Weeds & Wheat – A Sermon for the 8th Sunday after Pentecost – 23 July 2023

23
Jul

Matthew 13:24-30, 36-43

A priest was preparing a dying man for his voyage into the great beyond. Whispering firmly, the priest said, “Denounce the devil! Let him know how little you think of his evil!”  The dying man said nothing, so the priest repeated his order. Still the man was silent. Finally, as the dying man was about to expend his last breath, the priest asked, “Why do you refuse to denounce the devil and his evil?” The man rasped, “Until I know where I’m heading, I don’t think I ought to aggravate anybody.”

Today’s sermon is based heavily on a sermon preached by the Rev. Barkley Thompson several years ago. I’m using a lot of what had to say in the sermon because a lot of it comes from ideas shared by author Rob Bell on topics like hell and judgment, something today’s gospel painfully addresses. So, some of what I will be sharing comes from Rev. Thompson, some from Rob Bell, and some of my own ideas associated with our challenging gospel text.

Gandhi in Hell?

In Bell’s book, Love Wins: A Book About Heaven, Hell, and the Fate of Every Person Who Ever Lived, he says that he began thinking about hell when his Mars Hill Church hosted an art show on peacemaking. It included a photo of Mahatma Gandhi, and one of Bell’s congregants attached a sticky note to the picture that said, “Reality check: Gandhi’s in hell.” “Really?” thought Bell. Gandhi’s in hell?

He goes on to question whether God would make decisions about eternal salvation based solely upon whether or not one believes that Jesus is the savior of the world. Bell, to the surprise of many of his evangelical background, concludes that God wouldn’t. You might imagine that Love Wins has stirred great debate since its publication.

Two Questions

This heated conversation might pose two questions.

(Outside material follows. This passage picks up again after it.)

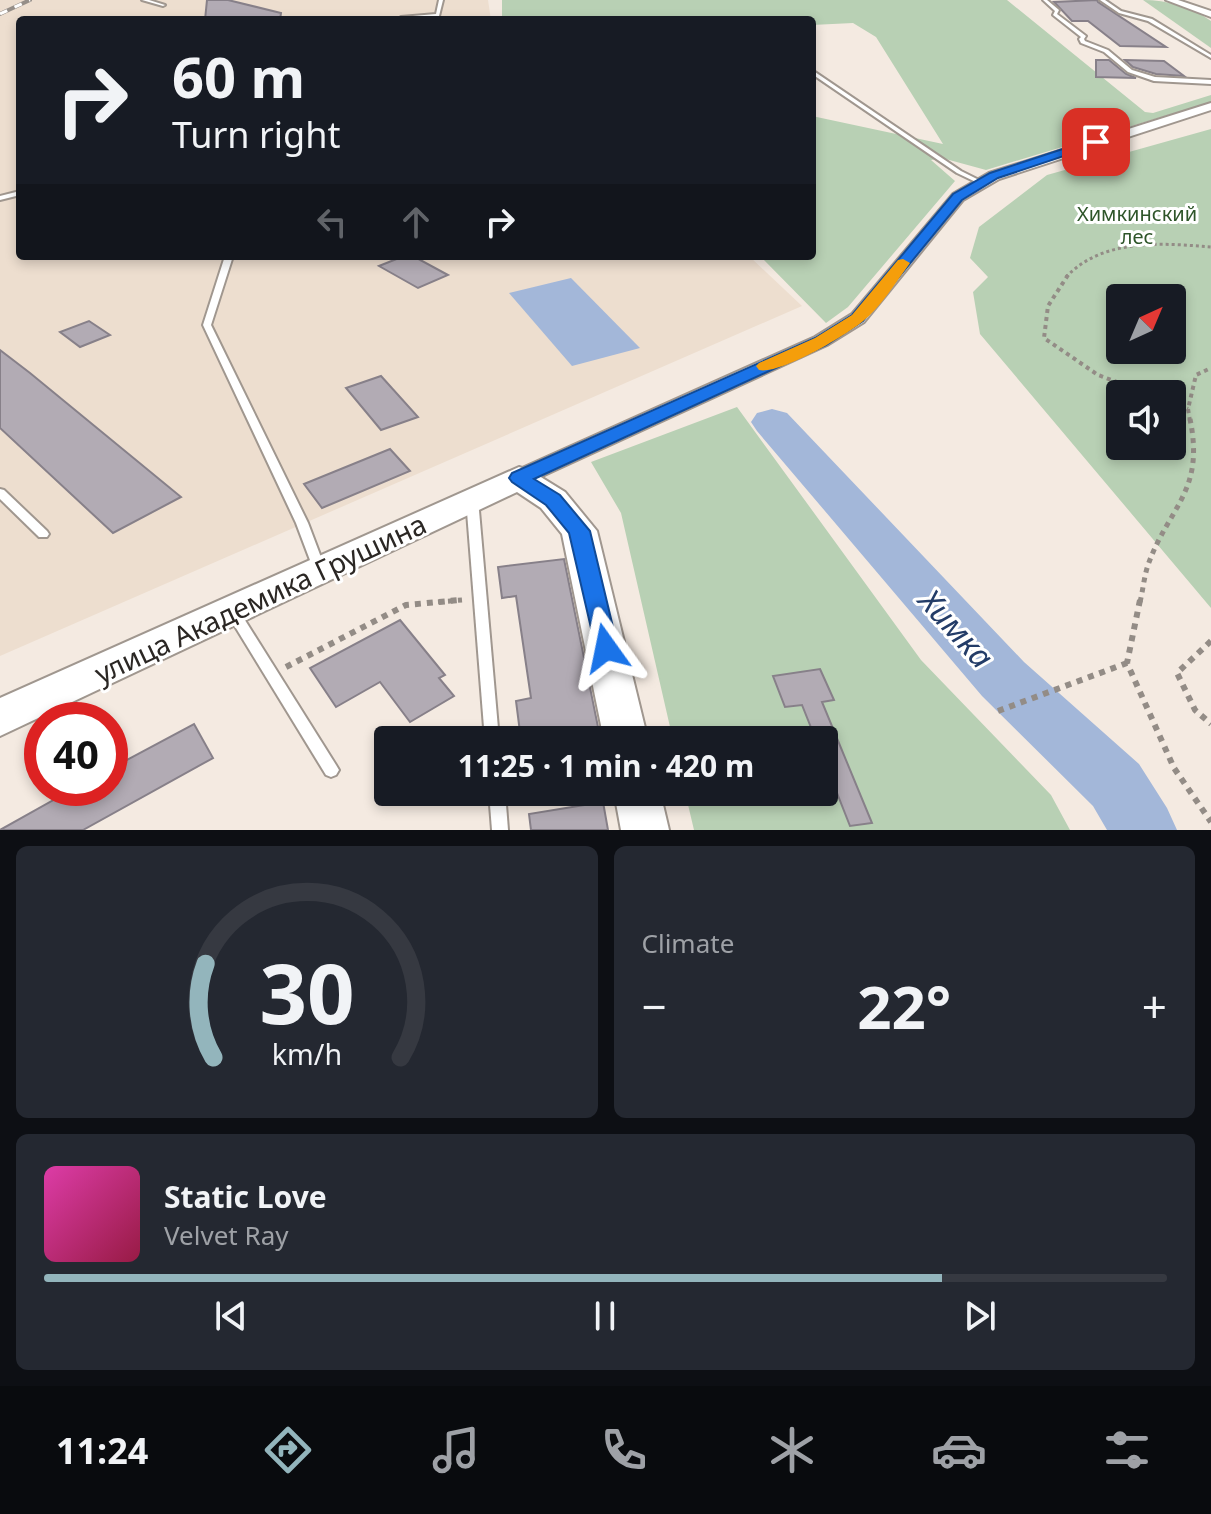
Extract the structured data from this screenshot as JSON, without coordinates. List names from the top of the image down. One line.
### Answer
{"streets":{"street":["улица Академика Грушина"]},"water":["Химка"],"parks":["Химкинский лес"],"north":"top right","page":{"turn":["60 m","Turn right"],"limit":"40","trip":"11:25 · 1 min · 420 m","tile":"Climate","heat":["−","22°","+"],"song":["Static Love","Velvet Ray"],"tabs":"11:24","gauge":["30","km/h"]}}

The first is, “What do we make of hell?” and the second is, “Who goes there, and who doesn’t?” To the first question, many people find images of hell as a literal underground sulfurous pit full of writhing worms as outlandish as the image of God as a white-bearded old man in the sky. When they can no longer accept that image of God, they assume the only option is atheism. And when they can no longer accept the medieval artists’ devil-and-pitchfork renderings of hell, they give up the idea of hell altogether.

Images of Hell

But we must recognize that most details about hell are lacking in Scripture. In those passages that do explicitly mention it, the Greek word is Gehenna, which was an actual and well-known place to Jesus’ audience. It referred to the garbage pit outside the southwest corner of the old city of Jerusalem, which was forever smoldering and belching gas. It was a place where animals fought over scraps of food and gnashed their teeth. More importantly, Gehenna was outside the sustaining and protective walls of the city. It was the place where things were cast out, thrown away, forgotten. In our day and age, that association still resonates. What, after all, could conceivably be worse than being walled away from all that sustains us: from comfort, from empathy, from love? What could be worse than being utterly, completely alone? That is hell.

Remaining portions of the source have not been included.